## Your objective:
Every line with the string "JSON" should be copied from the data.

## Records for the exercise:

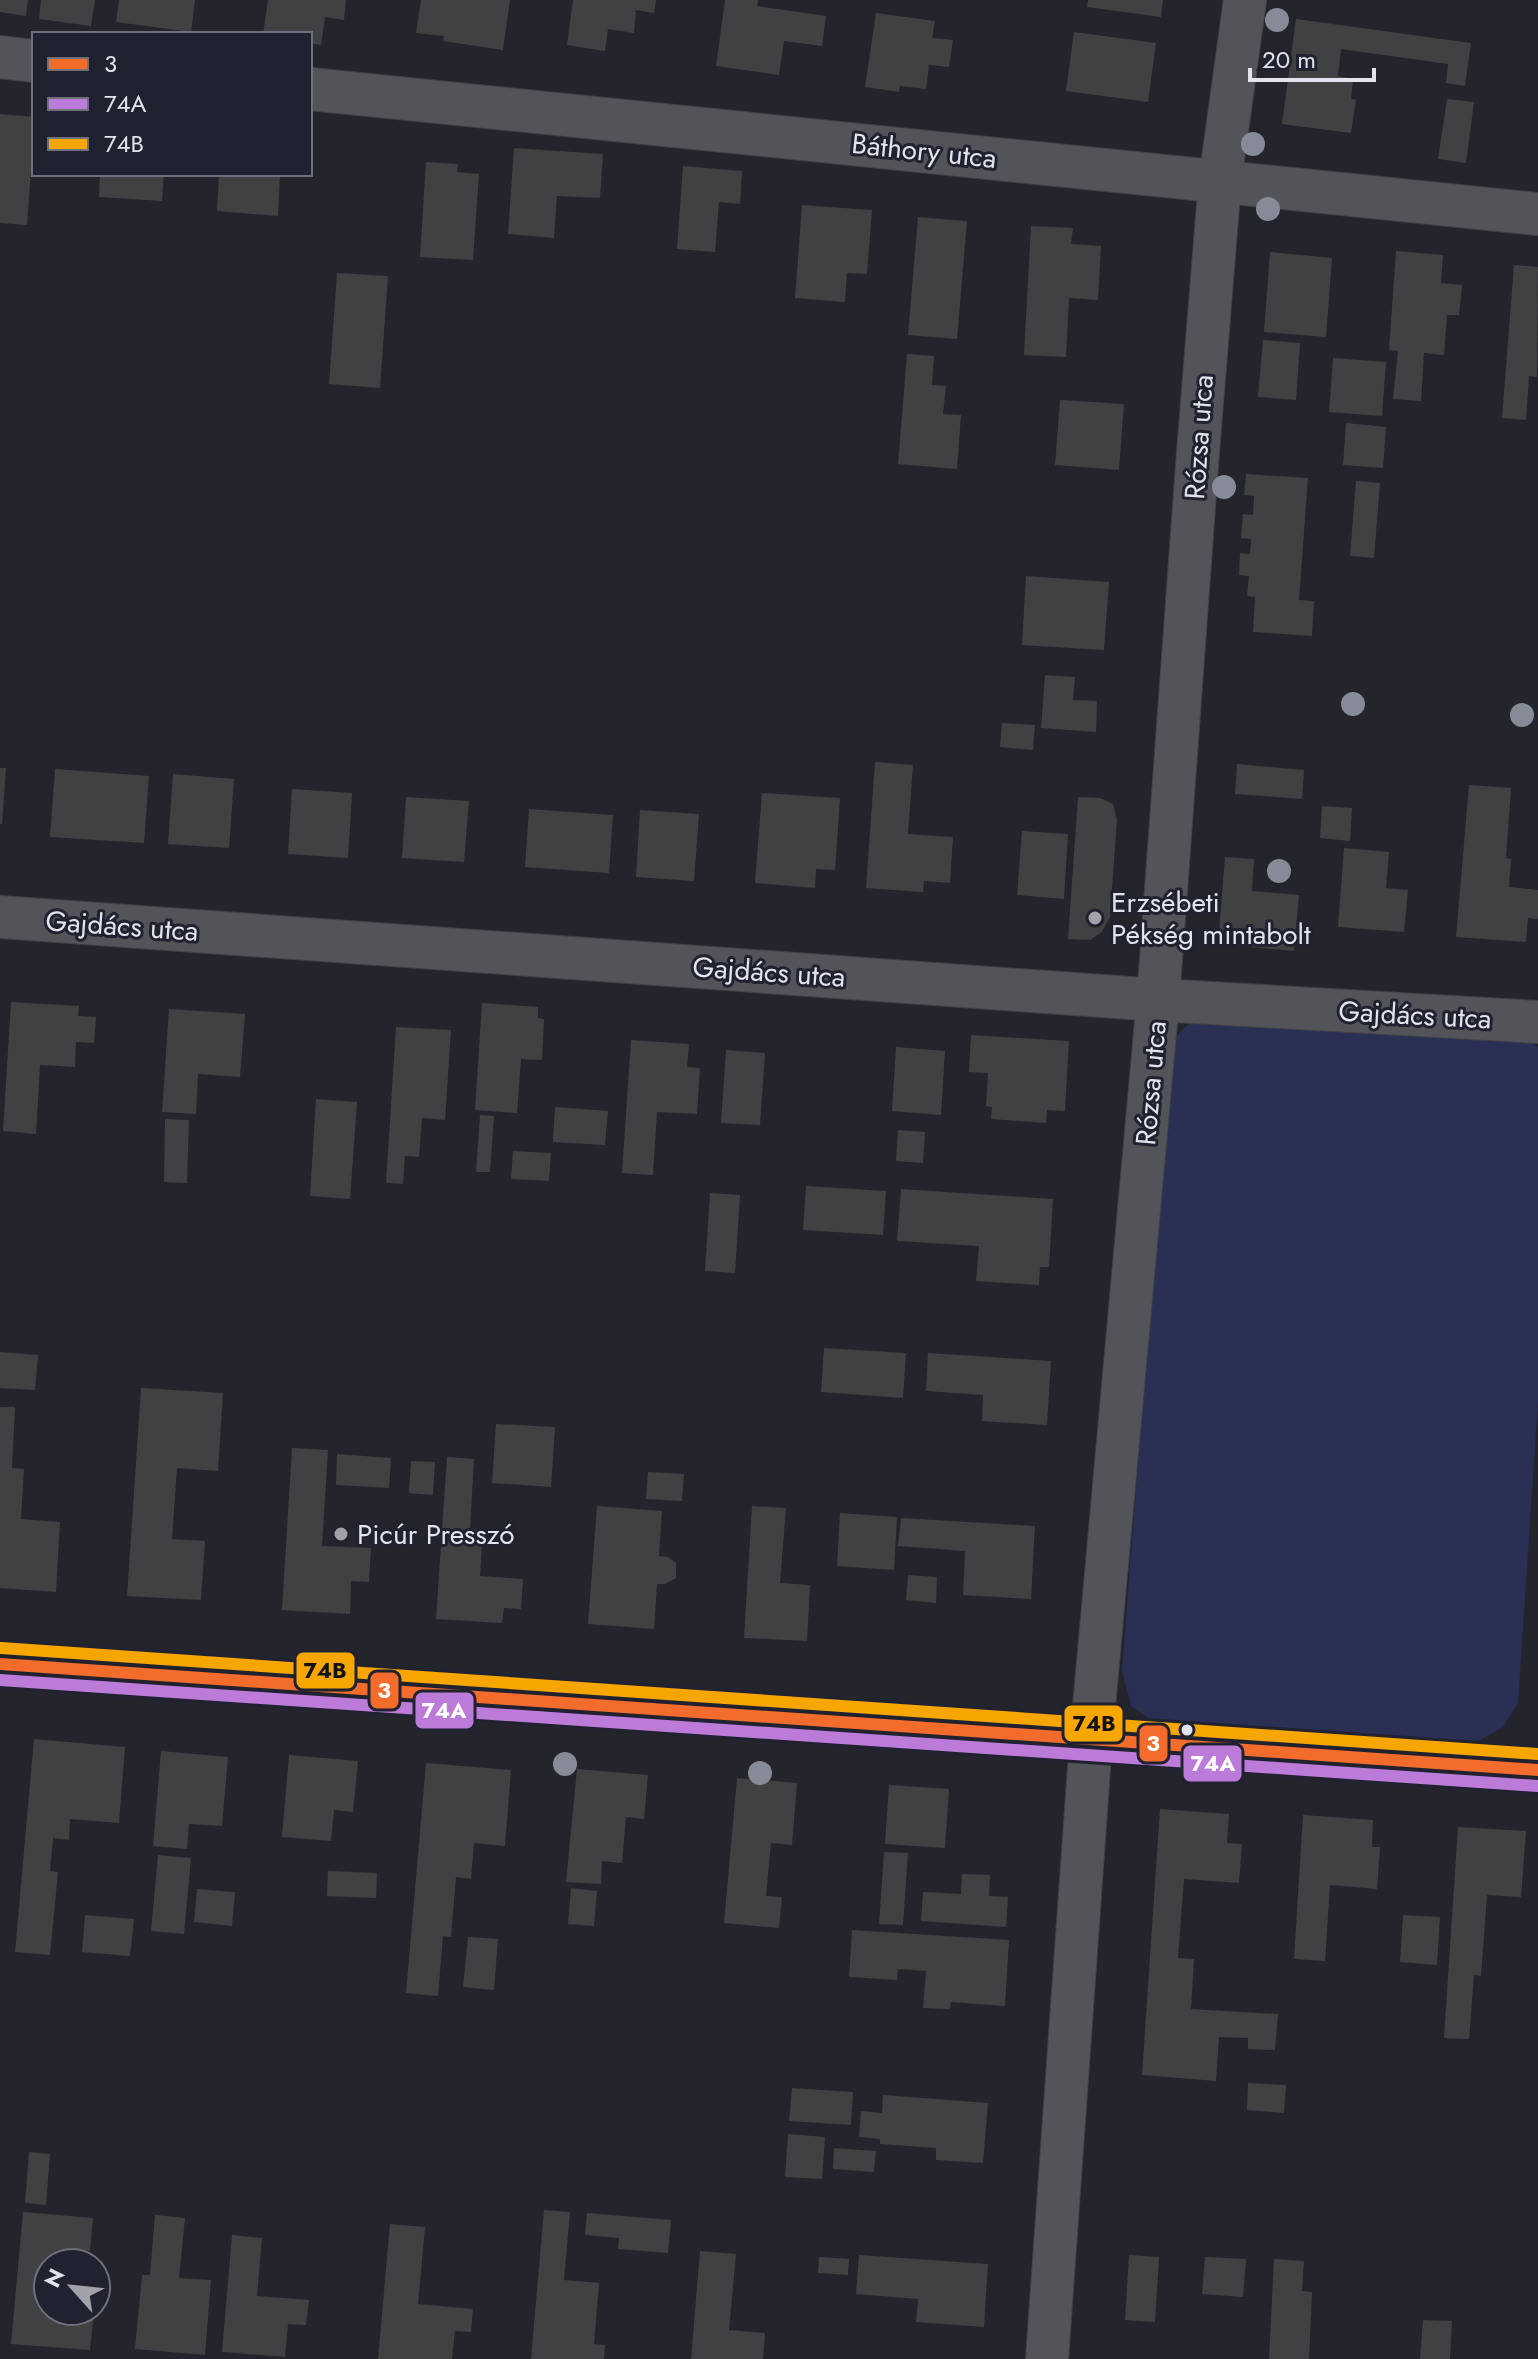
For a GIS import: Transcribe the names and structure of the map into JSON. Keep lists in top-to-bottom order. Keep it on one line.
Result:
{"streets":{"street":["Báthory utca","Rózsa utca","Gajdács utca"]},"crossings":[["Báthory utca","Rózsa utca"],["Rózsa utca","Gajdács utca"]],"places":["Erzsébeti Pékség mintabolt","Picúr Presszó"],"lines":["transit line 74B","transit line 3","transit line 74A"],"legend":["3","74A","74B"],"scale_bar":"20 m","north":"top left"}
---
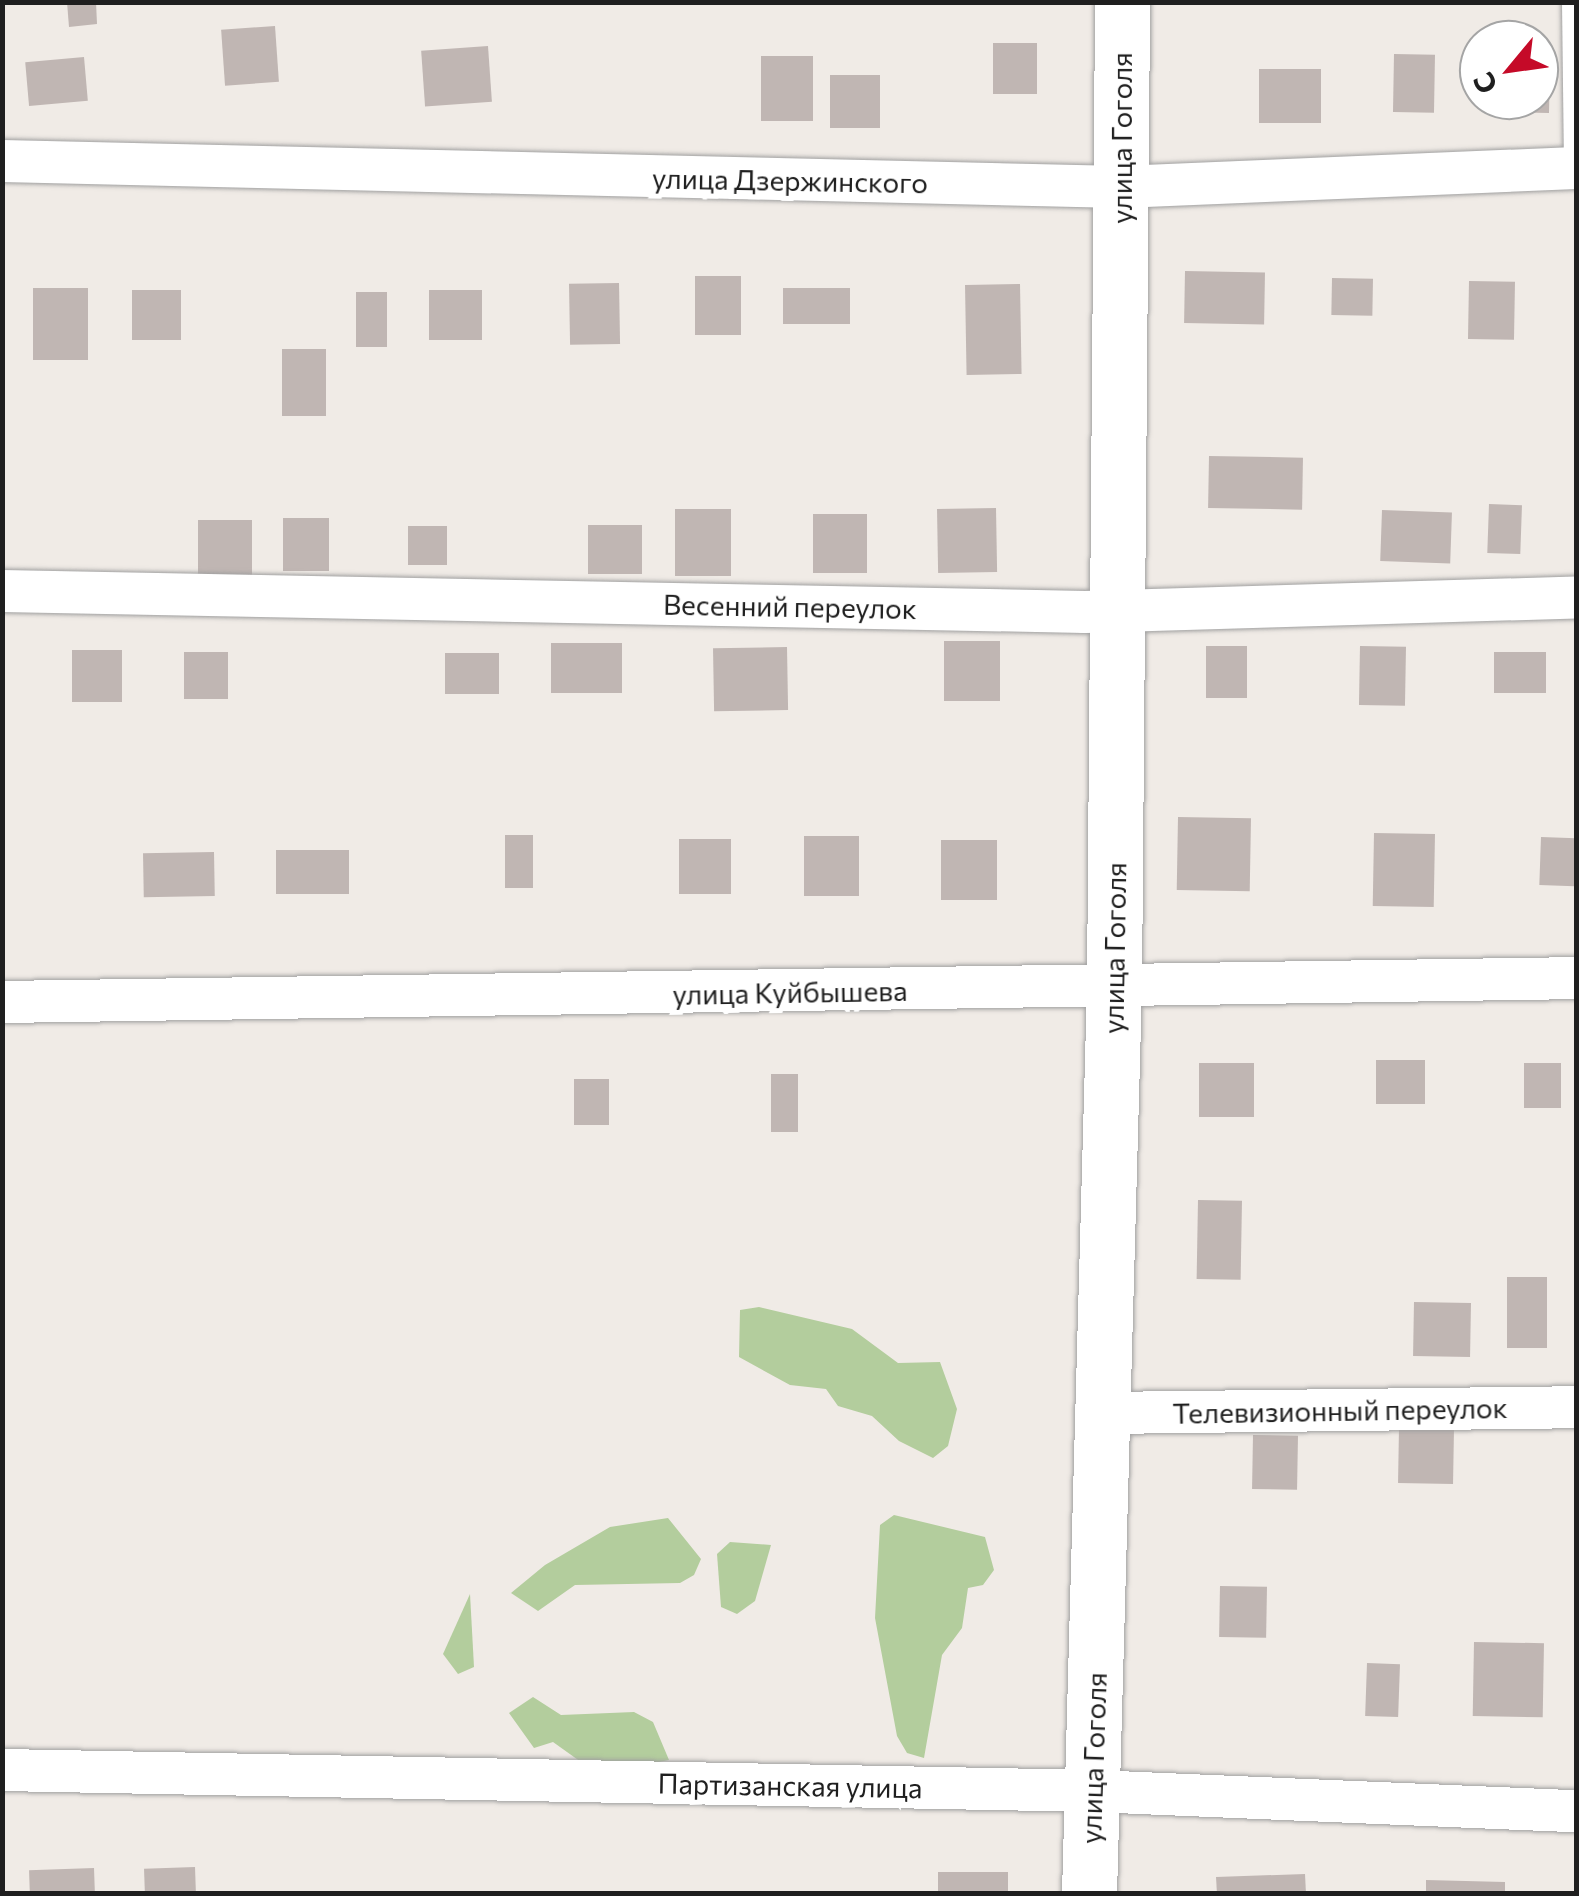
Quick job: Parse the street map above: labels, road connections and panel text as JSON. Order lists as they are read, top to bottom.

## Answer space:
For a GIS import: Transcribe the names and structure of the map into JSON. Keep lists in top-to-bottom order. Keep it on one line.
Quick job: Parse the street map above: labels, road connections and panel text as JSON. Order lists as they are read, top to bottom.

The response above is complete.